Should I stay or should I go now?
If I go there will be trouble
An’ if I stay it will be double
So come on and let me know!
This indecision’s bugging me
Esta indecision me molesta
If you don’t want me, set me free
Si no me quieres, librame
Exactly who’m I’m supposed to be
Dime que tengo que ser
Don’t you know which clothes even fit me?
¿sabes que ropas me quedan?
Come on and let me know
Me tienes que decir
Should I cool it or should I blow?
¿me debo ir o quedarme?
Split!
Yo me enfrio o lo sufro
Should I stay or should I go now?
yo me enfrio o lo sufro
Should I stay or should I go now?
yo me enfrio o lo sufro
If I go there will be trouble
Si me voy - va a haber peligro
And if I stay it will be double
Si me quedo es doble
So you gotta let me know
Pero me tienes que decir
Should I cool it or should I go?
yo me enfrio o lo sufro
Should I stay or should I go now?
yo me enfrio o lo sufro
If I go there will be trouble
Si me voy - va a haber peligro
And if I stay it will be double
Si me quedo es doble
So you gotta let me know
Pero me tienes que decir
Should I stay or should I go?
Alright, so I guess I just really need to rant right now. Haven't really written here for a while now. Personal Statements and procrastination got to me I guess. Alright, so now that I've had more than 6 hours of sleep for the first time in a while, I can think clearly. Actually, I just sat in bed for like the last hour just thinking, haha. (Not killing kitties you sick bastards)
Anyways, now that Personal Statements are over with, I can direct my mind to something else...Sunk Costs!... nah, I mean winter ball. Melt With Me. Haha, who the heck thought of that name? It's either awesome or stupid; you choose. It's only 2 weeks away... Hell, less than that.
So should I stay or should I go now? The thing is, I really want to go... I really do. Someone asked me if I was going to go to all the formal dances senior year, and I told them of course. That would make that statement a lie. I can't put it into words how much I actually want to go...

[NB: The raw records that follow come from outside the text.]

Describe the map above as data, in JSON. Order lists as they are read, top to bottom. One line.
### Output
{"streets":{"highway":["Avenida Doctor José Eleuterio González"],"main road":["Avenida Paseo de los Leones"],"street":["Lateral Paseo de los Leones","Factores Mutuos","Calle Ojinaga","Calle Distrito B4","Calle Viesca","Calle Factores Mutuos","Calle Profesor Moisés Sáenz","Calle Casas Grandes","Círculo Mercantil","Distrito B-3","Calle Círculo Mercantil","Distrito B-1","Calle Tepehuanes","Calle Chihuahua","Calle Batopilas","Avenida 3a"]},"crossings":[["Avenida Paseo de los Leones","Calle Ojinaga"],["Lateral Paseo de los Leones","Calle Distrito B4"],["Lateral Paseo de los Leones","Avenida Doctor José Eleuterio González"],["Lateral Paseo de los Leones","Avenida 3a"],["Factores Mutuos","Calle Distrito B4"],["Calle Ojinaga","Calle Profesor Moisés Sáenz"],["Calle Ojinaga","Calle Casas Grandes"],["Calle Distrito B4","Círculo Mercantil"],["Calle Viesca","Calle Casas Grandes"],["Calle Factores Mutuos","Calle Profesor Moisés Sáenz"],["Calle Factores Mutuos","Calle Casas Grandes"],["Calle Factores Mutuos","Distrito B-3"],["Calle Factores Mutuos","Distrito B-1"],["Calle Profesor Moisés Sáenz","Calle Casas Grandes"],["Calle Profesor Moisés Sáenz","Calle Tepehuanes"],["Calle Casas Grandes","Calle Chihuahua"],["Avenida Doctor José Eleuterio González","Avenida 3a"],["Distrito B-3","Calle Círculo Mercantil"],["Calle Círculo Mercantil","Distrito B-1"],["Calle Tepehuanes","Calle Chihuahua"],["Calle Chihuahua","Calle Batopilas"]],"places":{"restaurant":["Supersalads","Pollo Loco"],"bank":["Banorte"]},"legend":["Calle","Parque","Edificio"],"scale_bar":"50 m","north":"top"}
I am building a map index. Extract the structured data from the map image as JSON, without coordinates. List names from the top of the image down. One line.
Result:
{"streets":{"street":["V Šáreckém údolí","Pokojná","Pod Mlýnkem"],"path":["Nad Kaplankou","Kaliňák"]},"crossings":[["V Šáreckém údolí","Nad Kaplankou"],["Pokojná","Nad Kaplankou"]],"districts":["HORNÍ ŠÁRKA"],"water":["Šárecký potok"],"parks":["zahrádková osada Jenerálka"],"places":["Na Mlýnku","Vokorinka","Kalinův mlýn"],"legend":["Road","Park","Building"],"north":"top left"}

Here comes the other side of the coin. Well, I don't want to go by myself... and the person who I wanted to go with isn't going at all. That leaves me in quite a predicament, doesn't it? PLUS, if I don't go, I'm pretty sure some other people I know aren't going either... no matter how much I push them to go. Freaking domino effect, or as I like to say, the Homecoming effect. Just like homecoming, gah. Kinda hard to convince someone when while doing so, you're being hypocritical. So now I'm stuck between not going, or asking someone else... and I don't really have anyone else to ask. Yup, haha, this was so clear in my mind when i was laying in bed thinking about it, but now I don't even remember what I was trying to say >.< Anyways, I guess I just need to reflect on this some more.
Regret... you know how they say if you dont do something, you're gonna regret it? Well, I kinda feel like either way, I'm gonna regret this.
I'll add more to this later if I remember what I was going to write... I've got to go write an essay on Twelfth Night.